# Exercise:
Only one stretch of the data below is wanted: the lines starting at the one with "g.stroke(path);" and ending at the one with "M1430,535L1456,571L1242,724L1217,689Z", both included, given again exactly.

# Exercise input:
-*-
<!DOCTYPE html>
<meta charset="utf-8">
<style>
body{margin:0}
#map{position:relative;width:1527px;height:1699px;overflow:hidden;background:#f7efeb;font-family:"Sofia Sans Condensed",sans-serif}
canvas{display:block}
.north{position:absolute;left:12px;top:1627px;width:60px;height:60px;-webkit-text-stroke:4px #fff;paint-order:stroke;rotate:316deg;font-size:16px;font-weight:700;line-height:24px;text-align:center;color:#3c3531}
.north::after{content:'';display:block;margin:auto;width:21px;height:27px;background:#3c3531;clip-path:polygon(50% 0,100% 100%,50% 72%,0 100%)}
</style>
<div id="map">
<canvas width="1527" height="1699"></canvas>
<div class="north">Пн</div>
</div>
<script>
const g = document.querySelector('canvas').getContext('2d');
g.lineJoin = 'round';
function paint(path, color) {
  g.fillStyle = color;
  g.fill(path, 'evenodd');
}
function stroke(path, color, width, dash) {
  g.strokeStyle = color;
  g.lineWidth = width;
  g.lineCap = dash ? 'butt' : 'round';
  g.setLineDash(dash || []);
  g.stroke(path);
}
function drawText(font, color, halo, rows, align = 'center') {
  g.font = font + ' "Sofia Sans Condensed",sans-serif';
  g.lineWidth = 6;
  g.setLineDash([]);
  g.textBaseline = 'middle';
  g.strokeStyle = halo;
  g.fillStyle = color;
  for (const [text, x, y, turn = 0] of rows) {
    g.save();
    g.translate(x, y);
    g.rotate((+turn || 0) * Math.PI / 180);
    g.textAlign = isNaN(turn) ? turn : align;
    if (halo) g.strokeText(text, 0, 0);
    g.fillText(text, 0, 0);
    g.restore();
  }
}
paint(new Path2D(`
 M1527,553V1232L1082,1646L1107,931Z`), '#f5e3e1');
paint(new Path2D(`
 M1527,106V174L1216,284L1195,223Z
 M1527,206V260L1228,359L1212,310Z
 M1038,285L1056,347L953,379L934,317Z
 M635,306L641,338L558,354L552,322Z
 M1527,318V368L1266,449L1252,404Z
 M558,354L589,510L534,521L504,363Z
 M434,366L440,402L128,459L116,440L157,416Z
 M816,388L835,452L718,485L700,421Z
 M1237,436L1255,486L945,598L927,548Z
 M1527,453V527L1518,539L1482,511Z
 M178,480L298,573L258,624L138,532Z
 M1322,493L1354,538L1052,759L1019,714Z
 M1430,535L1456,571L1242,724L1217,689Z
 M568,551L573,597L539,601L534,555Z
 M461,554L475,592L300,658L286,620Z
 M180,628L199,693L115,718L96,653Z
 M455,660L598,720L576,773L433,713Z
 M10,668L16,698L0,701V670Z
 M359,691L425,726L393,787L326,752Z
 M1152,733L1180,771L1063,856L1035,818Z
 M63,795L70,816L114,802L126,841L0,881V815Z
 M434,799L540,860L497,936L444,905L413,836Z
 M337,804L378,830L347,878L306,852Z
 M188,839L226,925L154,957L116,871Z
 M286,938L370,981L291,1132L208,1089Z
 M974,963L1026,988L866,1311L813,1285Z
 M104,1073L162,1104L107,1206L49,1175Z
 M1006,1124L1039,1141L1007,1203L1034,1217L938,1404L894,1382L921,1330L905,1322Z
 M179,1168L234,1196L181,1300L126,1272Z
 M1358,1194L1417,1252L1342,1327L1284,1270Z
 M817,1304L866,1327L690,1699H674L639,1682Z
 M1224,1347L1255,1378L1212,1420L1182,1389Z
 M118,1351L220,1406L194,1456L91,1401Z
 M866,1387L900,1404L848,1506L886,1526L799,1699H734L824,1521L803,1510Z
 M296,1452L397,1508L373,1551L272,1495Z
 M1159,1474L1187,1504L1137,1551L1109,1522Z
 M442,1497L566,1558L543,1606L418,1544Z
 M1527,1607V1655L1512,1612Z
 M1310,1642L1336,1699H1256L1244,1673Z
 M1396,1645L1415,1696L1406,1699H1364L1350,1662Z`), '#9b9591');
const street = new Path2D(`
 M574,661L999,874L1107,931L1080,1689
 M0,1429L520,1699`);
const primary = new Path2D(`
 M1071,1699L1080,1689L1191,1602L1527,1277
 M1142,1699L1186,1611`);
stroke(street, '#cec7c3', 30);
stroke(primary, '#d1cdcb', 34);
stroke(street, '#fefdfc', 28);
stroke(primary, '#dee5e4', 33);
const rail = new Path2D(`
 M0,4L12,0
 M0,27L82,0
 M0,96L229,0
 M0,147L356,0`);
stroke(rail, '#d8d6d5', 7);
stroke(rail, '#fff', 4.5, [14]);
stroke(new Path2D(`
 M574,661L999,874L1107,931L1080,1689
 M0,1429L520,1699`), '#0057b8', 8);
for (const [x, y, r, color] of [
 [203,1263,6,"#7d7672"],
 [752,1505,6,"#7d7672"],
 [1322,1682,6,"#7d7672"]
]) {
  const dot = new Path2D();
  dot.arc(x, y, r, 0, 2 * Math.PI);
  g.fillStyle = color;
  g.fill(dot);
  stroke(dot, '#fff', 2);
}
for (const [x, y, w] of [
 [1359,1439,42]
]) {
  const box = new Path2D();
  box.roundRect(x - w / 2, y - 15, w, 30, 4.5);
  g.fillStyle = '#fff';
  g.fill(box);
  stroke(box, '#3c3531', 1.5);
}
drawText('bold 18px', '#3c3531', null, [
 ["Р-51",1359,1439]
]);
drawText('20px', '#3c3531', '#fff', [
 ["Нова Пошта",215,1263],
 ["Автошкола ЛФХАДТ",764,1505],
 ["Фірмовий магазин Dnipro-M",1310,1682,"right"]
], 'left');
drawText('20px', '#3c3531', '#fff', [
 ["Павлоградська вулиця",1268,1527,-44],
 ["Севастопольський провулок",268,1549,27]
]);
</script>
-*-
# Exercise output:
  g.stroke(path);
}
function drawText(font, color, halo, rows, align = 'center') {
  g.font = font + ' "Sofia Sans Condensed",sans-serif';
  g.lineWidth = 6;
  g.setLineDash([]);
  g.textBaseline = 'middle';
  g.strokeStyle = halo;
  g.fillStyle = color;
  for (const [text, x, y, turn = 0] of rows) {
    g.save();
    g.translate(x, y);
    g.rotate((+turn || 0) * Math.PI / 180);
    g.textAlign = isNaN(turn) ? turn : align;
    if (halo) g.strokeText(text, 0, 0);
    g.fillText(text, 0, 0);
    g.restore();
  }
}
paint(new Path2D(`
 M1527,553V1232L1082,1646L1107,931Z`), '#f5e3e1');
paint(new Path2D(`
 M1527,106V174L1216,284L1195,223Z
 M1527,206V260L1228,359L1212,310Z
 M1038,285L1056,347L953,379L934,317Z
 M635,306L641,338L558,354L552,322Z
 M1527,318V368L1266,449L1252,404Z
 M558,354L589,510L534,521L504,363Z
 M434,366L440,402L128,459L116,440L157,416Z
 M816,388L835,452L718,485L700,421Z
 M1237,436L1255,486L945,598L927,548Z
 M1527,453V527L1518,539L1482,511Z
 M178,480L298,573L258,624L138,532Z
 M1322,493L1354,538L1052,759L1019,714Z
 M1430,535L1456,571L1242,724L1217,689Z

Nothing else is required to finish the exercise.